Glutathione is the predominant vertebrate redox buffer present in intracellular concentrations in the millimolar range. This study hypothesized that glutathione levels are tightly regulated throughout development and, disruption of these levels would lead to adverse health outcomes later in life. Understanding the role of glutathione during development can also help explain the evolutionary adaptations that promoted life on earth after oxygenation. During embryogenesis, glutathione protects developing organs from oxidative and toxic insults. Glutathione levels change in a specific, directional pattern conserved across vertebrates; these changes are linked to key developmental events and disruptions lead to altered cell fate decisions and cell death. Different organs are known to have diverging redox resiliencies, especially during development. However, owing to technical limitations, limited data about glutathione dynamics in a whole embryo exist.
This study was recently conducted as part of my doctoral dissertation at the University of Massachusetts, Amherst and demonstrates the spatiotemporal changes that occur in glutathione levels during vertebrate embryogenesis in vivo. We utilized monochlorobimane, a dye that forms a fluorescent adduct with reduced glutathione to visualize these changes. Using small molecule modulators of the glutathione pathway, we established the specificity and sensitivity of this method in the zebrafish (Danio rerio) embryo. Zebrafish serve as an ideal model species for this study, owing to their high fecundity and rapid exogenous development. Moreover, their redox biology closely mirrors humans – our data align with glutathione levels during human embryonic development.

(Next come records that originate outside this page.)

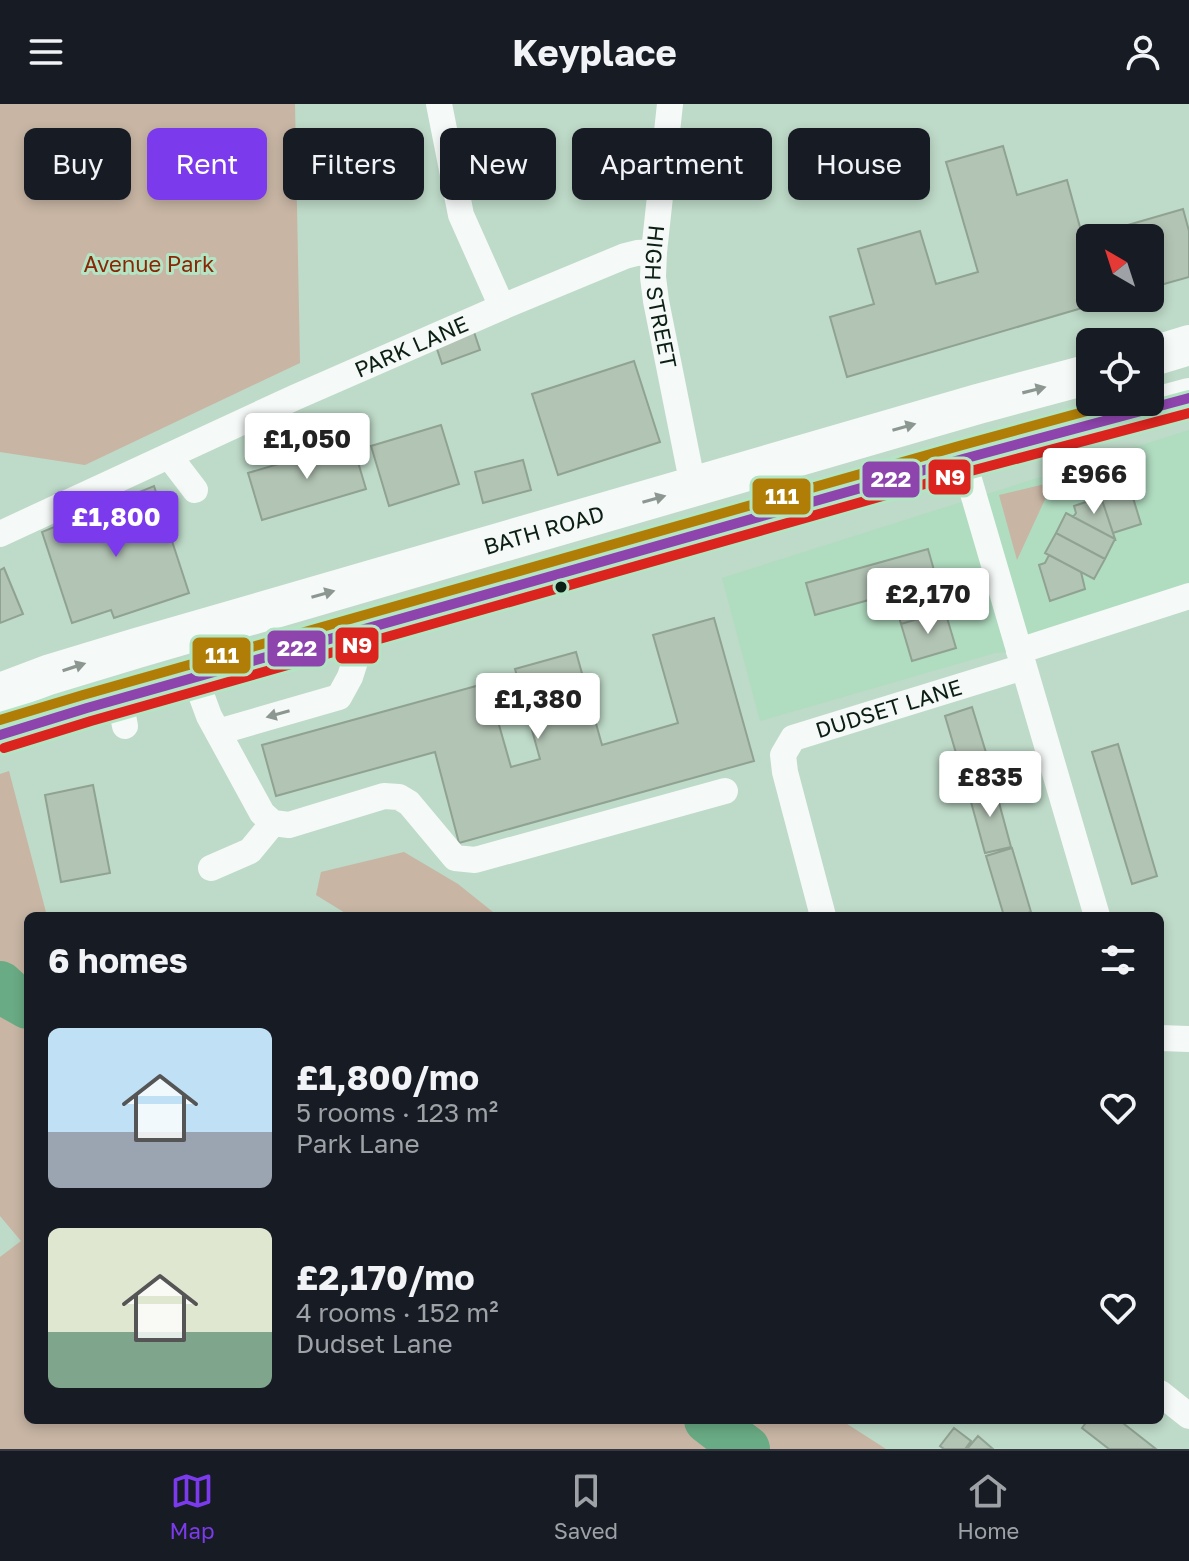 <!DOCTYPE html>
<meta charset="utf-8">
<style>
body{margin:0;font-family:"Golos Text",sans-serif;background:#20242c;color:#f1f3f6;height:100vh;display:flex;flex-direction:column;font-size:30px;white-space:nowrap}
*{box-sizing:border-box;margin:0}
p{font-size:26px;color:#9ea1a6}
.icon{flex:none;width:44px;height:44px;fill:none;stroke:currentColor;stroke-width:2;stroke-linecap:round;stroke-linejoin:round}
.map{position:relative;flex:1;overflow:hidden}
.details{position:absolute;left:24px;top:808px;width:1140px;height:512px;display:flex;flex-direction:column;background:#171b24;border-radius:12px;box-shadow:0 4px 12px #0003}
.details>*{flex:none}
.top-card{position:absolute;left:24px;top:24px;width:1142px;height:72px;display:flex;gap:16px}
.needle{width:52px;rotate:321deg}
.fabs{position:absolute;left:1076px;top:120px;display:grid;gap:16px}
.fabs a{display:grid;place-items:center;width:88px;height:88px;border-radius:12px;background:#171b24;box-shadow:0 4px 12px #0003;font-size:40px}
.price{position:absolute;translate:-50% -68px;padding:0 18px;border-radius:8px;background:#fff;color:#222;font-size:26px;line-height:52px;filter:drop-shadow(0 2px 4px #0008)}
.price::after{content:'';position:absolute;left:50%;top:48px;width:24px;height:18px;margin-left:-12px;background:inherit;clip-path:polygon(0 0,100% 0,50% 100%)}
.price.selected{background:#7c3aed;color:#fff}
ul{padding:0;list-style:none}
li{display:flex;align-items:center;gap:24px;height:200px;padding:0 24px}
li span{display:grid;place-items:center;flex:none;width:224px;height:160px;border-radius:12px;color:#555}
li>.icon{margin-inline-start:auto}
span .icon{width:96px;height:96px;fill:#fffc;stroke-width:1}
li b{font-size:34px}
h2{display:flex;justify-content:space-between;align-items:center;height:96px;padding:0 24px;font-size:34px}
.chip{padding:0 28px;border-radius:12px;background:#171b24;box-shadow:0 4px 12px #0003;font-size:28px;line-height:72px}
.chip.selected{background:#7c3aed;color:#fff}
header{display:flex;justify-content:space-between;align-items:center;height:104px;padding:0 24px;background:#171b24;font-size:36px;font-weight:700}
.dock{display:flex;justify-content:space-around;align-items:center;height:112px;border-top:2px solid #363941;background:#171b24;font-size:22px;color:#9ea1a6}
.dock a{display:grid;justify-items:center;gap:4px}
.dock .selected{color:#7c3aed}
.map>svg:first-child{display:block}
.built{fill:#b0dcc0}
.green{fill:#c8b5a4}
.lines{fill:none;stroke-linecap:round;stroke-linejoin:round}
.river{stroke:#69ab84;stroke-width:48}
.building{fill:#b2c4b4;stroke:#90a292;stroke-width:2}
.minor{stroke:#f5f9f7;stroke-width:26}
.highway{stroke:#f5f9f7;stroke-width:40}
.bus-1-casing{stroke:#b3e5c4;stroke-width:16}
.bus-2-casing{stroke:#b3e5c4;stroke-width:16}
.bus-3-casing{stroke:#b3e5c4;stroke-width:16}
.bus-1{stroke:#8e44ad;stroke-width:10}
.bus-2{stroke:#dc241f;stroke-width:10}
.bus-3{stroke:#b07e06;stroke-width:10}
.oneway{fill:#8c9791}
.bus-dot{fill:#0c1f14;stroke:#b3e5c4;stroke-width:3}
.labels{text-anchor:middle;stroke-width:6;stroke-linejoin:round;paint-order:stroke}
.park-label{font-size:22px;fill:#892606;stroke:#b3e5c4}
.street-label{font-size:22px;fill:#0c1f14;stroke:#b3e5c4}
.line-badge{stroke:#b3e5c4;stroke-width:3}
.badge-label{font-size:22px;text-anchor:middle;font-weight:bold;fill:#fff}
</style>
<header><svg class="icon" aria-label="menu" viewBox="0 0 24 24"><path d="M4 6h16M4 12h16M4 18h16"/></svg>Keyplace<svg class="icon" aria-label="person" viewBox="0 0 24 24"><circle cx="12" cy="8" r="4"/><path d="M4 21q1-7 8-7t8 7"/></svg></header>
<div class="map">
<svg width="1189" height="1345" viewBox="0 0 1189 1345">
<rect width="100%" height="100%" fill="#bedac8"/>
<!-- built -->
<path class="built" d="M1189 326V492L1019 547 995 549 760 617 722 474Z"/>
<!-- green -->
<path class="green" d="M0 0H295L300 259 85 361 0 348Z
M1053 378 1017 456 999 391Z
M9 667 47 812H28V1316H841L886 1345H0V1153L21 1137 0 1112V670Z
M404 748 458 780 498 812H350L316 791 321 768Z"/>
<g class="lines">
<!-- river -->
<path class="river" d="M0 881 12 892 28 901
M708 1316 746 1345"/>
</g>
<!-- building -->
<path class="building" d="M1003 42 1017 91 1067 76 1083 134 1183 105 1189 127V173L1150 184V134H1090V194H1116L847 273 830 213 874 200 858 145 920 127 936 180 978 168 946 58Z
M474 228 480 246 442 260 436 242Z
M634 257 660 338 558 371 532 290Z
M441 321 459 380 389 402 371 342Z
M352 338 366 385 262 416 248 369Z
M523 356 531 386 483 399 475 368Z
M154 382 189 489 114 514 111 506 72 519 42 428Z
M1130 384 1141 420 1113 429 1101 393Z
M1101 393 1115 435 1073 413 1076 409 1074 402Z
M1066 409 1115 435 1105 455 1056 429Z
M1056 429 1105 455 1094 475 1045 449Z
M928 445 937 477 815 511 806 479Z
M1049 451 1081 468 1085 485 1050 497 1039 461 1045 459Z
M4 464 23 510 0 519V466Z
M937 477 945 507 901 520 892 489Z
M945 507 956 544 912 557 901 520Z
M714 514 754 657 459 739 435 648 276 692 262 641 487 579 511 663 540 655 515 565 576 548 602 641 678 619 653 531Z
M972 603 992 668 964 676 945 612Z
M1118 640 1157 772 1132 780 1092 648Z
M994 680 1011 743 985 749 968 687Z
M93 681 110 769 61 778 45 691Z
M1012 744 1031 808 1018 812H1004L986 752Z
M1088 1316H1119L1156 1345H1109L1082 1324Z
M954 1324 971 1337 965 1345H944L940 1342Z
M978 1332 993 1345H967Z"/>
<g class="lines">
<!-- minor -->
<g class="minor">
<path d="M439 0 461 111 502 203"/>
<path id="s1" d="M670 0 654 148 653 173 656 197 689 362 695 383"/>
<path d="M169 352 195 386"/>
<path d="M963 355 1097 812"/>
<path id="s2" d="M0 430 296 293 502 203 625 152 637 149 654 148"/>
<path d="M1019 547 1189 492"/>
<path d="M195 574 209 612 262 709 273 719 289 721 384 692 399 693 409 699 455 754 475 756 725 687"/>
<path d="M120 595 125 622"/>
<path d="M218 628 339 593 350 573 365 526"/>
<path d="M211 764 250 747 273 719"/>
<path id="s3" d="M823 812 785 668 783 651 793 634 1023 563"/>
<path d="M1160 934 1189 935"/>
<path d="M1160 1289 1189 1312"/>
</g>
<!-- highway -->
<g class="highway">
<path d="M1150 253 1189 241"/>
<path id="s4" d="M0 589 48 571 137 544 978 300 1090 270"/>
<path d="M0 631 87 604 963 355 1189 294"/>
</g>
<defs>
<path id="bus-1" d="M0 631 87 604 963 355 1189 294"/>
<path id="bus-2" d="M4 644 91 617 967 368 1189 309"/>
<path id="bus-3" d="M0 616 83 591 959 342 1120 298"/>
</defs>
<!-- bus-1 casing -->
<use href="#bus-1" class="bus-1-casing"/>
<!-- bus-2 casing -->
<use href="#bus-2" class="bus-2-casing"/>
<!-- bus-3 casing -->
<use href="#bus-3" class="bus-3-casing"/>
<!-- bus-1 -->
<use href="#bus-1" class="bus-1"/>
<!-- bus-2 -->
<use href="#bus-2" class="bus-2"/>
<!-- bus-3 -->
<use href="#bus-3" class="bus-3"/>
</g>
<!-- one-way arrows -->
<defs><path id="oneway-solid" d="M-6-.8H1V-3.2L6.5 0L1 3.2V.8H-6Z" transform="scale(2)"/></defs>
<g class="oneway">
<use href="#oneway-solid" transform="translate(1034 286) rotate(-14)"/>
<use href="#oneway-solid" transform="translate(904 323) rotate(-16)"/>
<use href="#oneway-solid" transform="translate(654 395) rotate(-16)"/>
<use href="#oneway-solid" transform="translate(323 490) rotate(-16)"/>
<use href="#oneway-solid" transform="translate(74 563) rotate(-18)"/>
<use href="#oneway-solid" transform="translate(278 610) rotate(164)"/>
</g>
<!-- markers -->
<circle class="bus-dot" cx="561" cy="483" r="7"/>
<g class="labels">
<!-- park labels -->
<g class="park-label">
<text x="149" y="168">Avenue Park</text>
</g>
<!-- street labels -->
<g class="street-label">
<text dy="8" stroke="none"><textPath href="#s1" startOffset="194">HIGH STREET</textPath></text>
<text dy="8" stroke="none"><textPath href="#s2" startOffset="452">PARK LANE</textPath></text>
<text dy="8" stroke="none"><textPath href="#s4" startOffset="568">BATH ROAD</textPath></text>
<text dy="8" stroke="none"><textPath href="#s3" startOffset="286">DUDSET LANE</textPath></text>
</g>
</g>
<g class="line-badge">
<rect x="927" y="354" width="45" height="38" rx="8" fill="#dc241f"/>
<rect x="861" y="356" width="60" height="39" rx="8" fill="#8e44ad"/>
<rect x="751" y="373" width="61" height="39" rx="8" fill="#b07e06"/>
<rect x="334" y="522" width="46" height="39" rx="8" fill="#dc241f"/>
<rect x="266" y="525" width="61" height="39" rx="8" fill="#8e44ad"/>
<rect x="191" y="532" width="61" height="39" rx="8" fill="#b07e06"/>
</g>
<g class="badge-label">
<text x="950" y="381">N9</text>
<text x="891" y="383">222</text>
<text x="782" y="400">111</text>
<text x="357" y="549">N9</text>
<text x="297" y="552">222</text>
<text x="222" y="559">111</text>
</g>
</svg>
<div class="fabs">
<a><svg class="needle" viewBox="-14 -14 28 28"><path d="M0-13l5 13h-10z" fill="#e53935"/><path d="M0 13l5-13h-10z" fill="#9ea1a6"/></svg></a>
<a><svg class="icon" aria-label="locate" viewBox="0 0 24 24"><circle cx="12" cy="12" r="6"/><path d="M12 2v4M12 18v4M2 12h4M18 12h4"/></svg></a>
</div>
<b class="price" style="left:307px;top:377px">£1,050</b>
<b class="price" style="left:1094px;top:412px">£966</b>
<b class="price selected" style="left:116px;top:455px">£1,800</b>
<b class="price" style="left:928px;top:532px">£2,170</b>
<b class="price" style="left:538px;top:637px">£1,380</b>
<b class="price" style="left:990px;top:715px">£835</b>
<div class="top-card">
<a class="chip">Buy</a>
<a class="chip selected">Rent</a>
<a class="chip">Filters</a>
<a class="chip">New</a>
<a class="chip">Apartment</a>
<a class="chip">House</a>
</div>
<section class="details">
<h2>6 homes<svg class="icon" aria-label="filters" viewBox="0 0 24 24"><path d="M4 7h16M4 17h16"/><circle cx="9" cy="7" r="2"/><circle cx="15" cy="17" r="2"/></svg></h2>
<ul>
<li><span style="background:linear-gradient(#bfe0f5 65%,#9aa5b1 0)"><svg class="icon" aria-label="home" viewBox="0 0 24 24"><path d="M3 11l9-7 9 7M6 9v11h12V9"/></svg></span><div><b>£1,800/mo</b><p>5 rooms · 123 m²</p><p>Park Lane</p></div><svg class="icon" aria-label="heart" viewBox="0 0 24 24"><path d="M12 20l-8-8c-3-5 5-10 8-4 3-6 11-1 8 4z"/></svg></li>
<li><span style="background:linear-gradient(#dfe7d0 65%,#7fa58c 0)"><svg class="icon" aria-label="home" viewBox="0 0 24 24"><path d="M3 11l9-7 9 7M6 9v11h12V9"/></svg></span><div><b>£2,170/mo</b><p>4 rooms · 152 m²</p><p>Dudset Lane</p></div><svg class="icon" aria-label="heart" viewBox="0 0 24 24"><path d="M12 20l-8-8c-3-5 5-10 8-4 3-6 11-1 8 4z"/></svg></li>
</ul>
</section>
</div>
<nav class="dock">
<a class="selected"><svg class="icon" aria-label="map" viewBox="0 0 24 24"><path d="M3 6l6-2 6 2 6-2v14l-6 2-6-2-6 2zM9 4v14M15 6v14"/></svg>Map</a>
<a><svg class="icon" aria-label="saved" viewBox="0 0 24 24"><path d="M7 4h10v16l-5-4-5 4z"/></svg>Saved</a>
<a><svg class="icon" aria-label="home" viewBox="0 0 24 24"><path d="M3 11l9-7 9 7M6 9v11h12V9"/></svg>Home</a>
</nav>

Read the full study here in Redox Biology, an official journal of SfRBM: https://www.sciencedirect.com/science/article/pii/S2213231719302757
The organ-specific glutathione localization patterns we found lay the groundwork for determining discrete redox-sensitive temporal windows during embryogenesis. As illustrative examples of this, we tested two environmental toxicants – PFOS (a surfactant in non-stick cookware and firefighting foam) and MEHP (a bioactive metabolite of a ubiquitous plasticizer). We found that monochlorobimane responded in a dose-dependent, age and structure specific manner to both chemicals, indicating its broad application potential as an unbiased method to assess glutathione interruptions arising from developmental chemical exposures in live embryos.